Life isn’t as easy as it was back then. Money is always an object and a worry now. David has been at his job for six months, his first stable (i.e. not temporary assignment) job in almost four years. We live with friends, and have for a year now. There are five kids in this household… our two plus their three, and it stays chaotic a lot of the time. Until last week, we have been driving a car that won’t start most of the time, for almost a year.
Things are slowly looking up… but they have been bad, and during the last year of financial despair, it has been hard to be a great mom. I don’t have the patience that I used to. I don’t have the time to sit and do craft projects as often as I would like to. I can’t always stop finagling the budget spreadsheet for long enough to show Addah how to knit or to make homemade lip gloss with Lakin.
Our new baby was our symbol of things getting better. The name Clara means “clear, bright” and the name Edith means “prosperous in war”… and though we had already picked her name before we looked up the meanings, this seemed appropriate to us. Our future would finally be clear and bright, and we would become more prosperous after the long war on poverty we had been waging. We would have the things we have wanted for so long, that everyone else seems to have… a house, a car, a career, insurance. Our new daughter would herald the way of this new future for our family.

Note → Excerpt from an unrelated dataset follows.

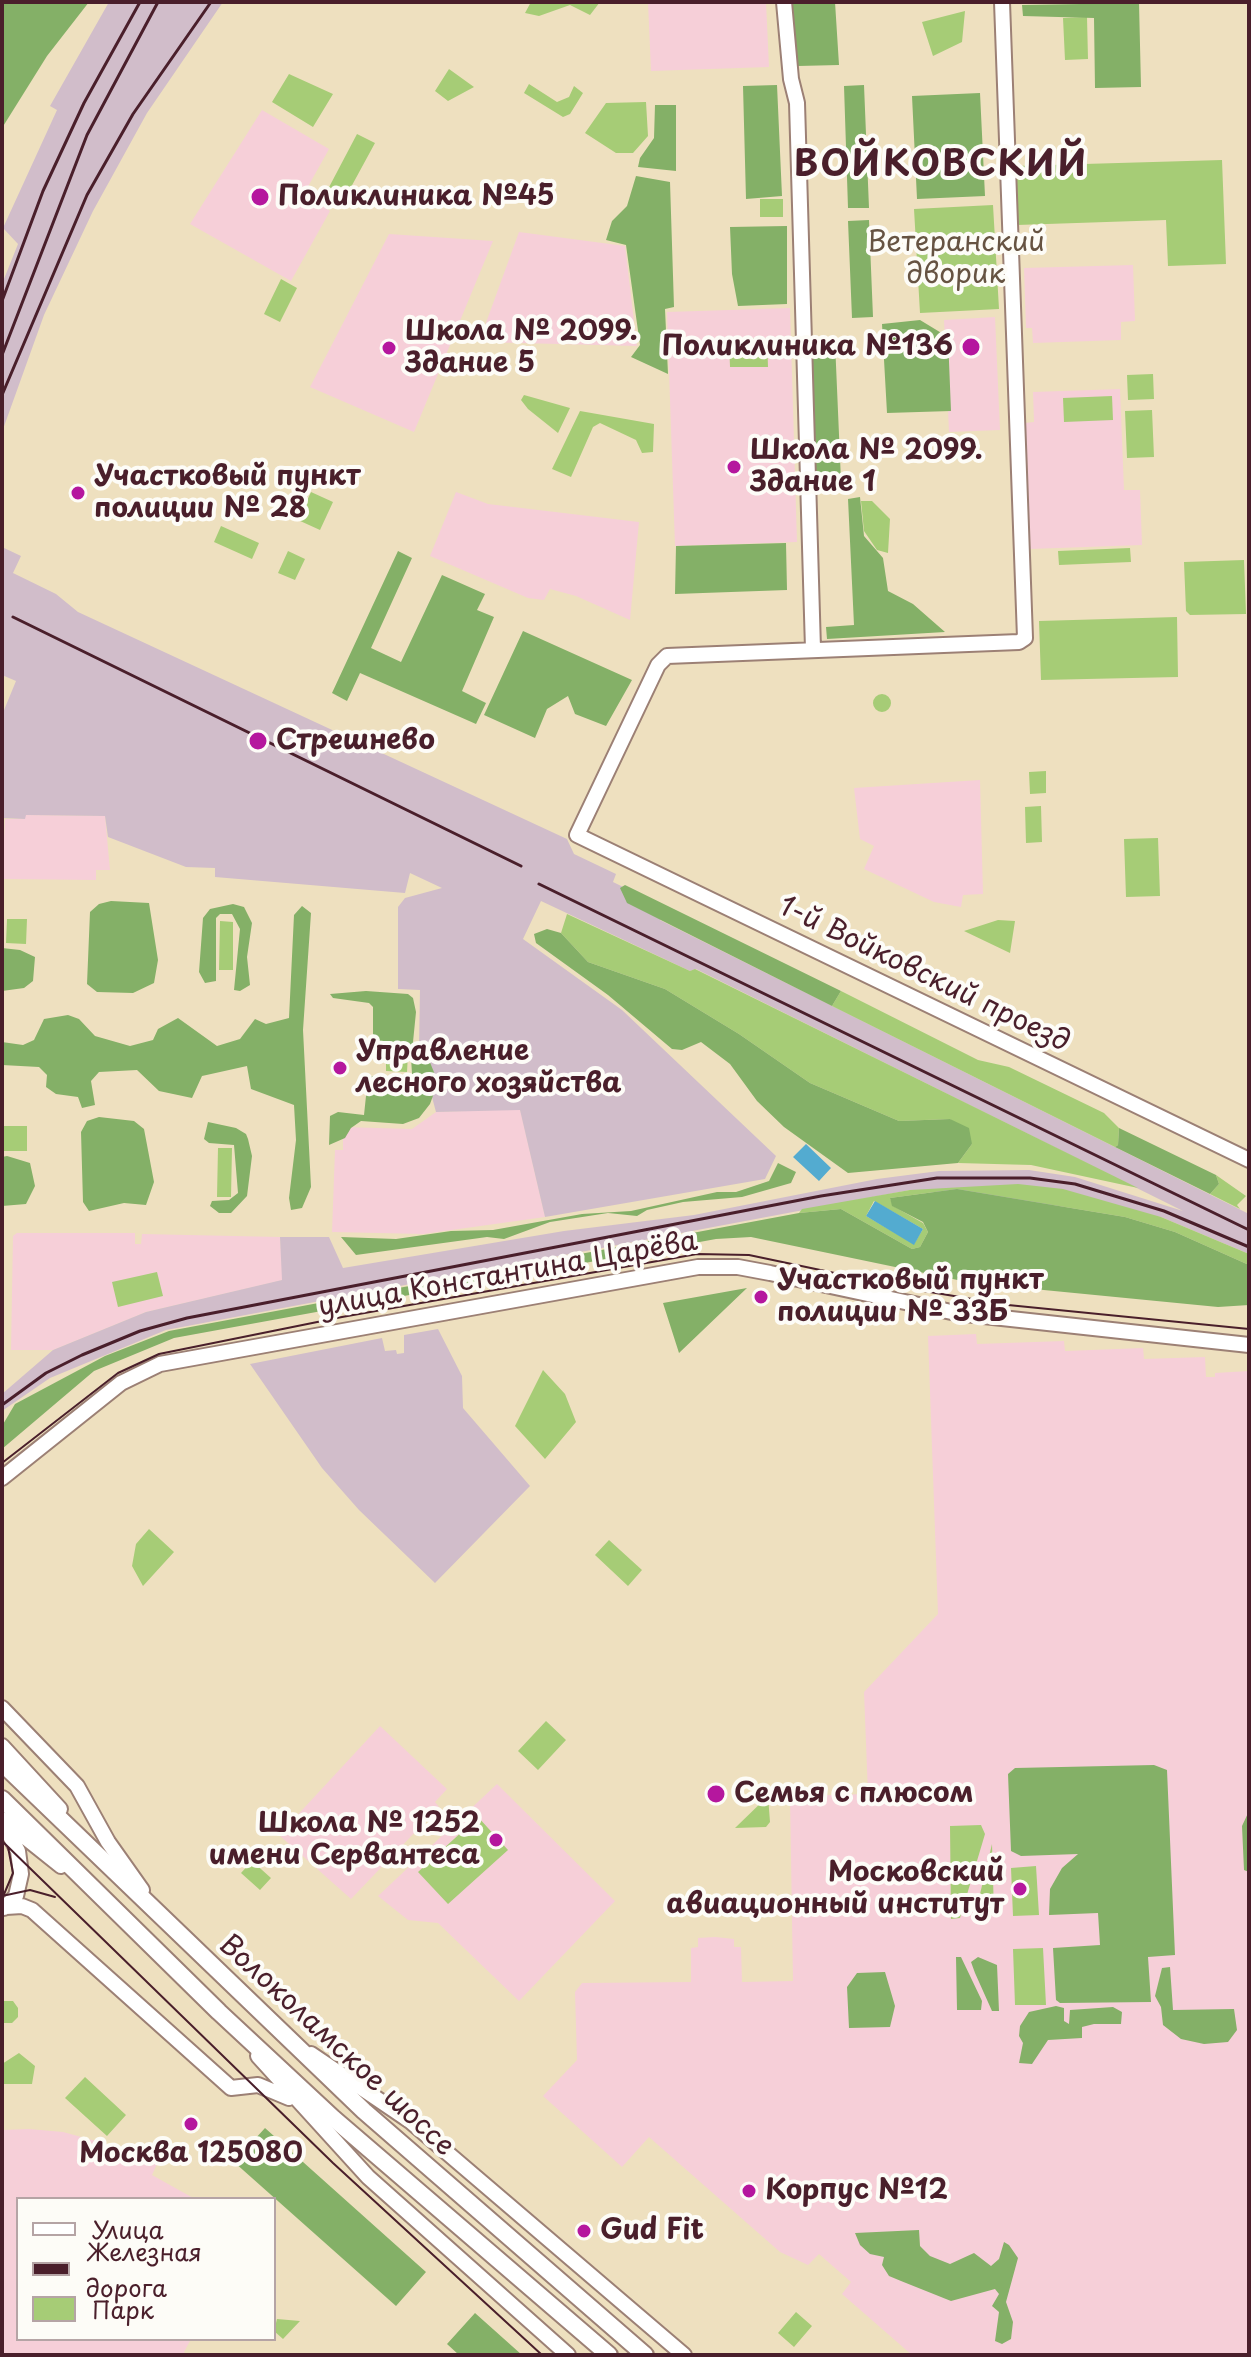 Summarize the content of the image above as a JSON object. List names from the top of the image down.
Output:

But now she’s gone, and we’re left to go on with our plans without her. I find myself mired in depression and uninterested in filling out applications for apartments and subsidized housing, all the while feeling a deep need to be out of our friends’ house and into our own space. All of the things that I envisioned are different now. An entire Pinterest board of wonderful ideas for baby knitting, toddler crafts and baby-wearing slings has given way to plans for our baby’s memorial service and ideas for the shrine I have created for her on the top of my desk.
This is what it’s like to be the mom of a child who will never grow up.
I have wondered so many times if I’m doing a good enough job at being the mom of children who are growing up so quickly, but I don’t want to lose any more time. I want to be the mom I used to be, before life got hectic and unstable. I want to appreciate and celebrate all of the moments, big and small… for the two who will grow to be women and the one who never will.
I just have to figure out how to do that.
“Even if I knew that tomorrow the world would go to pieces, I would still plant my apple tree.”